_Required action_:
In the material below, print every line exactly and omit the pictures.

START Dataset excerpt

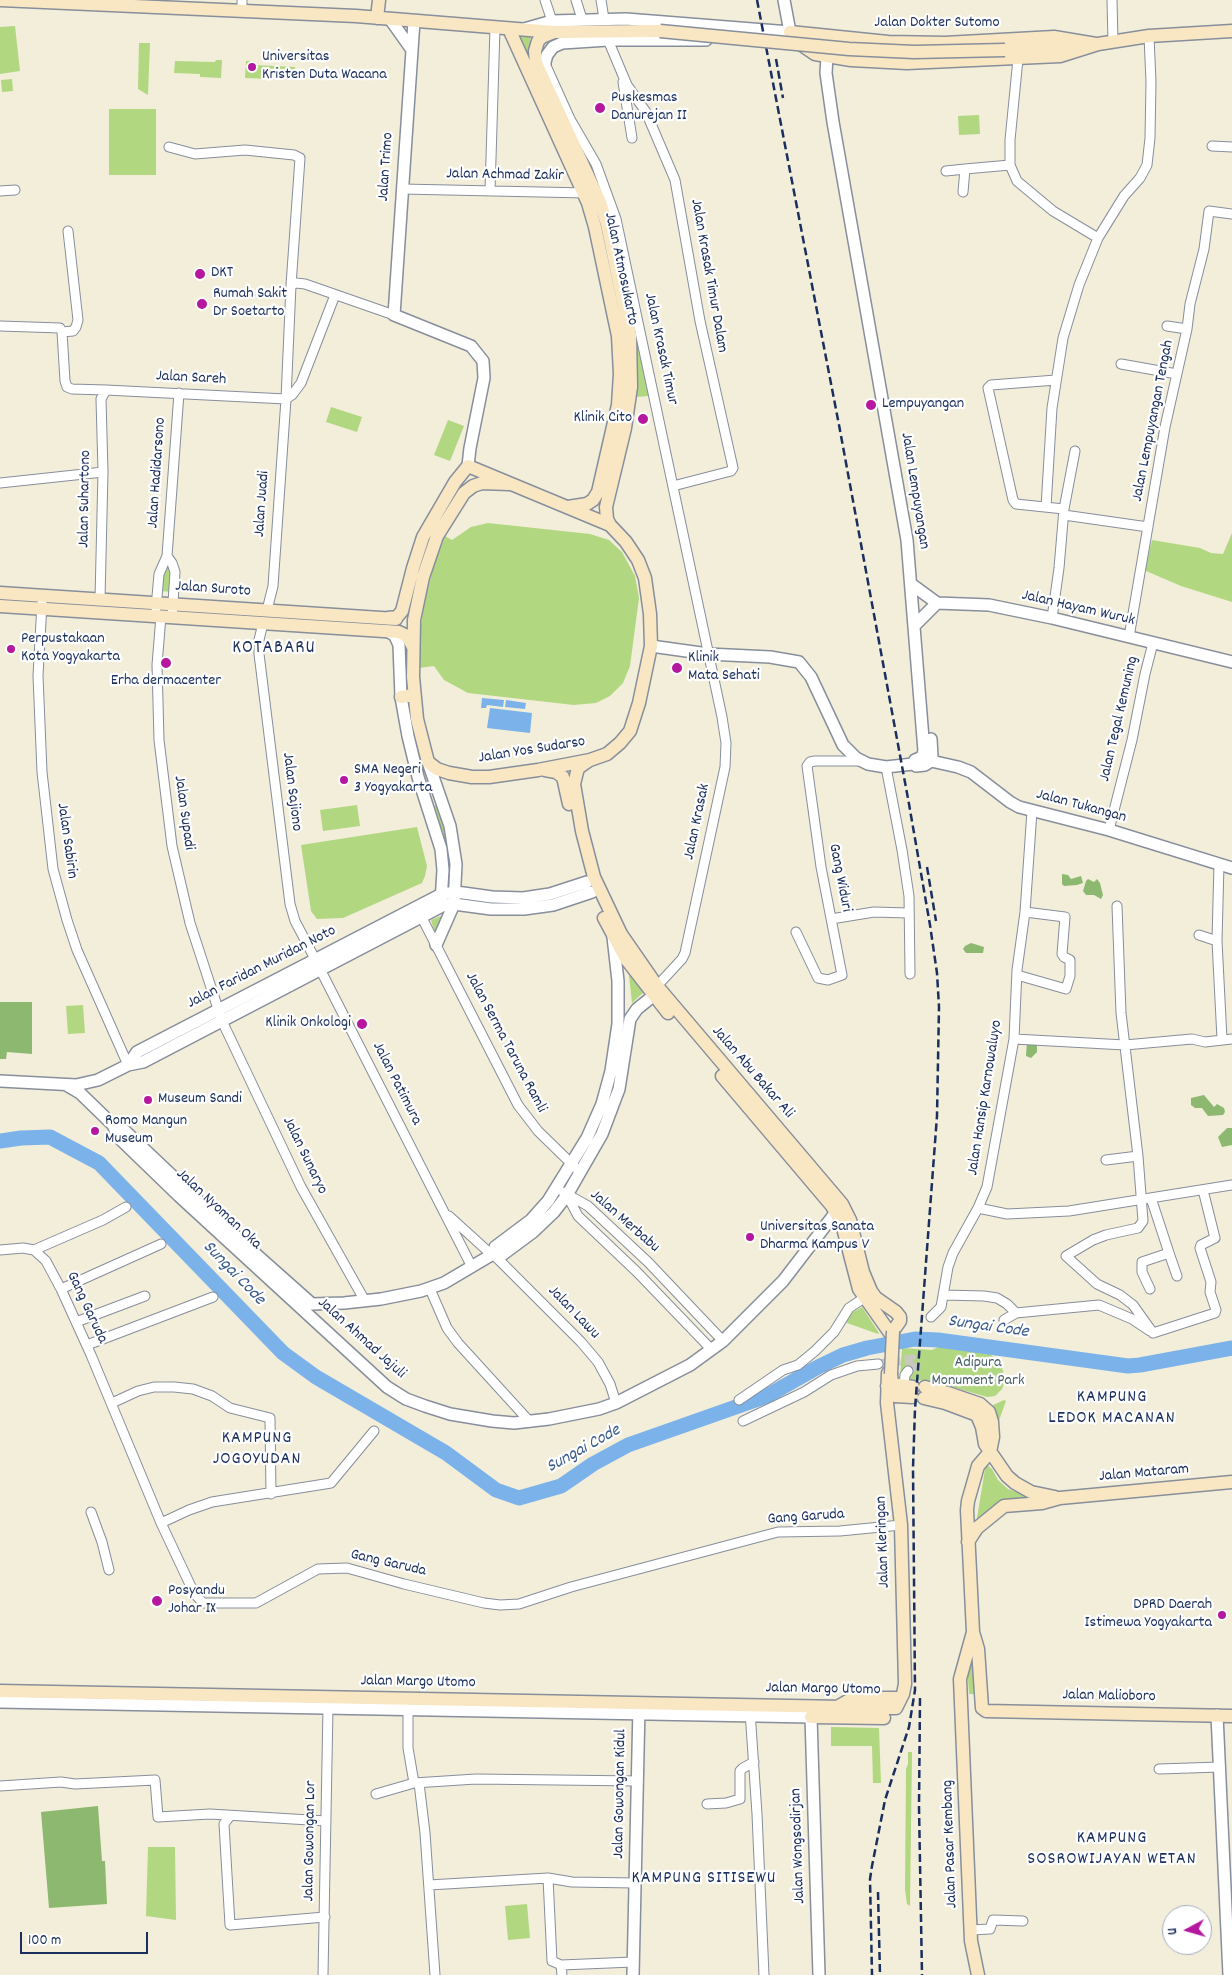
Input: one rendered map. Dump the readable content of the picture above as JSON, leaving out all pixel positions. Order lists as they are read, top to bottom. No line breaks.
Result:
{"streets":{"main road":["Jalan Dokter Sutomo","Jalan Atmosukarto","Jalan Suroto","Jalan Yos Sudarso","Jalan Abu Bakar Ali","Jalan Mataram","Jalan Kleringan","Jalan Margo Utomo","Jalan Malioboro","Jalan Pasar Kembang"],"street":["Jalan Trimo","Jalan Achmad Zakir","Jalan Krasak Timur Dalam","Jalan Krasak Timur","Jalan Sareh","Jalan Lempuyangan Tengah","Jalan Hadidarsono","Jalan Lempuyangan","Jalan Suhartono","Jalan Juadi","Jalan Hayam Wuruk","Jalan Tegal Kemuning","Jalan Sajiono","Jalan Tukangan","Jalan Supadi","Jalan Krasak","Jalan Sabirin","Gang Widuri","Jalan Faridan Muridan Noto","Jalan Serma Taruna Ramli","Jalan Patimura","Jalan Hansip Karnowaluyo","Jalan Sunaryo","Jalan Nyoman Oka","Jalan Merbabu","Gang Garuda","Jalan Lawu","Jalan Ahmad Jajuli","Jalan Gowongan Kidul","Jalan Gowongan Lor","Jalan Wongsodirjan"]},"crossings":[["Jalan Dokter Sutomo","Jalan Lempuyangan"],["Jalan Trimo","Jalan Achmad Zakir"],["Jalan Achmad Zakir","Jalan Atmosukarto"],["Jalan Achmad Zakir","Jalan Krasak Timur"],["Jalan Atmosukarto","Jalan Krasak Timur"],["Jalan Atmosukarto","Jalan Yos Sudarso"],["Jalan Krasak Timur Dalam","Jalan Krasak Timur"],["Jalan Krasak Timur","Jalan Krasak"],["Jalan Sareh","Jalan Hadidarsono"],["Jalan Sareh","Jalan Suhartono"],["Jalan Sareh","Jalan Juadi"],["Jalan Lempuyangan Tengah","Jalan Hayam Wuruk"],["Jalan Hadidarsono","Jalan Suroto"],["Jalan Hadidarsono","Jalan Supadi"],["Jalan Lempuyangan","Jalan Tukangan"],["Jalan Suhartono","Jalan Suroto"],["Jalan Juadi","Jalan Suroto"],["Jalan Suroto","Jalan Sajiono"],["Jalan Suroto","Jalan Supadi"],["Jalan Suroto","Jalan Sabirin"],["Jalan Hayam Wuruk","Jalan Tegal Kemuning"],["Jalan Tegal Kemuning","Jalan Tukangan"],["Jalan Yos Sudarso","Jalan Abu Bakar Ali"],["Jalan Sajiono","Jalan Faridan Muridan Noto"],["Jalan Sajiono","Jalan Patimura"],["Jalan Tukangan","Jalan Hansip Karnowaluyo"],["Jalan Supadi","Jalan Faridan Muridan Noto"],["Jalan Supadi","Jalan Sunaryo"],["Jalan Krasak","Jalan Abu Bakar Ali"],["Jalan Krasak","Jalan Nyoman Oka"],["Jalan Sabirin","Jalan Faridan Muridan Noto"],["Jalan Faridan Muridan Noto","Jalan Serma Taruna Ramli"],["Jalan Faridan Muridan Noto","Jalan Patimura"],["Jalan Faridan Muridan Noto","Jalan Sunaryo"],["Jalan Faridan Muridan Noto","Jalan Nyoman Oka"],["Jalan Serma Taruna Ramli","Jalan Nyoman Oka"],["Jalan Abu Bakar Ali","Jalan Nyoman Oka"],["Jalan Abu Bakar Ali","Jalan Ahmad Jajuli"],["Jalan Abu Bakar Ali","Jalan Kleringan"],["Jalan Patimura","Jalan Nyoman Oka"],["Jalan Patimura","Jalan Lawu"],["Jalan Sunaryo","Jalan Nyoman Oka"],["Jalan Nyoman Oka","Jalan Merbabu"],["Jalan Nyoman Oka","Jalan Lawu"],["Jalan Nyoman Oka","Jalan Ahmad Jajuli"],["Jalan Merbabu","Jalan Ahmad Jajuli"],["Gang Garuda","Jalan Kleringan"],["Jalan Lawu","Jalan Ahmad Jajuli"],["Jalan Kleringan","Jalan Margo Utomo"],["Jalan Margo Utomo","Jalan Gowongan Kidul"],["Jalan Margo Utomo","Jalan Gowongan Lor"],["Jalan Margo Utomo","Jalan Wongsodirjan"],["Jalan Malioboro","Jalan Pasar Kembang"]],"districts":["KOTABARU","KAMPUNG LEDOK MACANAN","KAMPUNG JOGOYUDAN","KAMPUNG SOSROWIJAYAN WETAN","KAMPUNG SITISEWU"],"water":["Sungai Code"],"parks":["Adipura Monument Park"],"places":["Universitas Kristen Duta Wacana","Puskesmas Danurejan II","DKT","Rumah Sakit Dr Soetarto","Lempuyangan","Klinik Cito","Perpustakaan Kota Yogyakarta","Erha dermacenter","Klinik Mata Sehati","SMA Negeri 3 Yogyakarta","Klinik Onkologi","Museum Sandi","Romo Mangun Museum","Universitas Sanata Dharma Kampus V","Posyandu Johar IX","DPRD Daerah Istimewa Yogyakarta"],"scale_bar":"100 m","north":"left"}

END Dataset excerpt

_Solution for this problem_:
Input: one rendered map. Dump the readable content of the picture above as JSON, leaving out all pixel positions. Order lists as they are read, top to bottom. No line breaks.
Result:
{"streets":{"main road":["Jalan Dokter Sutomo","Jalan Atmosukarto","Jalan Suroto","Jalan Yos Sudarso","Jalan Abu Bakar Ali","Jalan Mataram","Jalan Kleringan","Jalan Margo Utomo","Jalan Malioboro","Jalan Pasar Kembang"],"street":["Jalan Trimo","Jalan Achmad Zakir","Jalan Krasak Timur Dalam","Jalan Krasak Timur","Jalan Sareh","Jalan Lempuyangan Tengah","Jalan Hadidarsono","Jalan Lempuyangan","Jalan Suhartono","Jalan Juadi","Jalan Hayam Wuruk","Jalan Tegal Kemuning","Jalan Sajiono","Jalan Tukangan","Jalan Supadi","Jalan Krasak","Jalan Sabirin","Gang Widuri","Jalan Faridan Muridan Noto","Jalan Serma Taruna Ramli","Jalan Patimura","Jalan Hansip Karnowaluyo","Jalan Sunaryo","Jalan Nyoman Oka","Jalan Merbabu","Gang Garuda","Jalan Lawu","Jalan Ahmad Jajuli","Jalan Gowongan Kidul","Jalan Gowongan Lor","Jalan Wongsodirjan"]},"crossings":[["Jalan Dokter Sutomo","Jalan Lempuyangan"],["Jalan Trimo","Jalan Achmad Zakir"],["Jalan Achmad Zakir","Jalan Atmosukarto"],["Jalan Achmad Zakir","Jalan Krasak Timur"],["Jalan Atmosukarto","Jalan Krasak Timur"],["Jalan Atmosukarto","Jalan Yos Sudarso"],["Jalan Krasak Timur Dalam","Jalan Krasak Timur"],["Jalan Krasak Timur","Jalan Krasak"],["Jalan Sareh","Jalan Hadidarsono"],["Jalan Sareh","Jalan Suhartono"],["Jalan Sareh","Jalan Juadi"],["Jalan Lempuyangan Tengah","Jalan Hayam Wuruk"],["Jalan Hadidarsono","Jalan Suroto"],["Jalan Hadidarsono","Jalan Supadi"],["Jalan Lempuyangan","Jalan Tukangan"],["Jalan Suhartono","Jalan Suroto"],["Jalan Juadi","Jalan Suroto"],["Jalan Suroto","Jalan Sajiono"],["Jalan Suroto","Jalan Supadi"],["Jalan Suroto","Jalan Sabirin"],["Jalan Hayam Wuruk","Jalan Tegal Kemuning"],["Jalan Tegal Kemuning","Jalan Tukangan"],["Jalan Yos Sudarso","Jalan Abu Bakar Ali"],["Jalan Sajiono","Jalan Faridan Muridan Noto"],["Jalan Sajiono","Jalan Patimura"],["Jalan Tukangan","Jalan Hansip Karnowaluyo"],["Jalan Supadi","Jalan Faridan Muridan Noto"],["Jalan Supadi","Jalan Sunaryo"],["Jalan Krasak","Jalan Abu Bakar Ali"],["Jalan Krasak","Jalan Nyoman Oka"],["Jalan Sabirin","Jalan Faridan Muridan Noto"],["Jalan Faridan Muridan Noto","Jalan Serma Taruna Ramli"],["Jalan Faridan Muridan Noto","Jalan Patimura"],["Jalan Faridan Muridan Noto","Jalan Sunaryo"],["Jalan Faridan Muridan Noto","Jalan Nyoman Oka"],["Jalan Serma Taruna Ramli","Jalan Nyoman Oka"],["Jalan Abu Bakar Ali","Jalan Nyoman Oka"],["Jalan Abu Bakar Ali","Jalan Ahmad Jajuli"],["Jalan Abu Bakar Ali","Jalan Kleringan"],["Jalan Patimura","Jalan Nyoman Oka"],["Jalan Patimura","Jalan Lawu"],["Jalan Sunaryo","Jalan Nyoman Oka"],["Jalan Nyoman Oka","Jalan Merbabu"],["Jalan Nyoman Oka","Jalan Lawu"],["Jalan Nyoman Oka","Jalan Ahmad Jajuli"],["Jalan Merbabu","Jalan Ahmad Jajuli"],["Gang Garuda","Jalan Kleringan"],["Jalan Lawu","Jalan Ahmad Jajuli"],["Jalan Kleringan","Jalan Margo Utomo"],["Jalan Margo Utomo","Jalan Gowongan Kidul"],["Jalan Margo Utomo","Jalan Gowongan Lor"],["Jalan Margo Utomo","Jalan Wongsodirjan"],["Jalan Malioboro","Jalan Pasar Kembang"]],"districts":["KOTABARU","KAMPUNG LEDOK MACANAN","KAMPUNG JOGOYUDAN","KAMPUNG SOSROWIJAYAN WETAN","KAMPUNG SITISEWU"],"water":["Sungai Code"],"parks":["Adipura Monument Park"],"places":["Universitas Kristen Duta Wacana","Puskesmas Danurejan II","DKT","Rumah Sakit Dr Soetarto","Lempuyangan","Klinik Cito","Perpustakaan Kota Yogyakarta","Erha dermacenter","Klinik Mata Sehati","SMA Negeri 3 Yogyakarta","Klinik Onkologi","Museum Sandi","Romo Mangun Museum","Universitas Sanata Dharma Kampus V","Posyandu Johar IX","DPRD Daerah Istimewa Yogyakarta"],"scale_bar":"100 m","north":"left"}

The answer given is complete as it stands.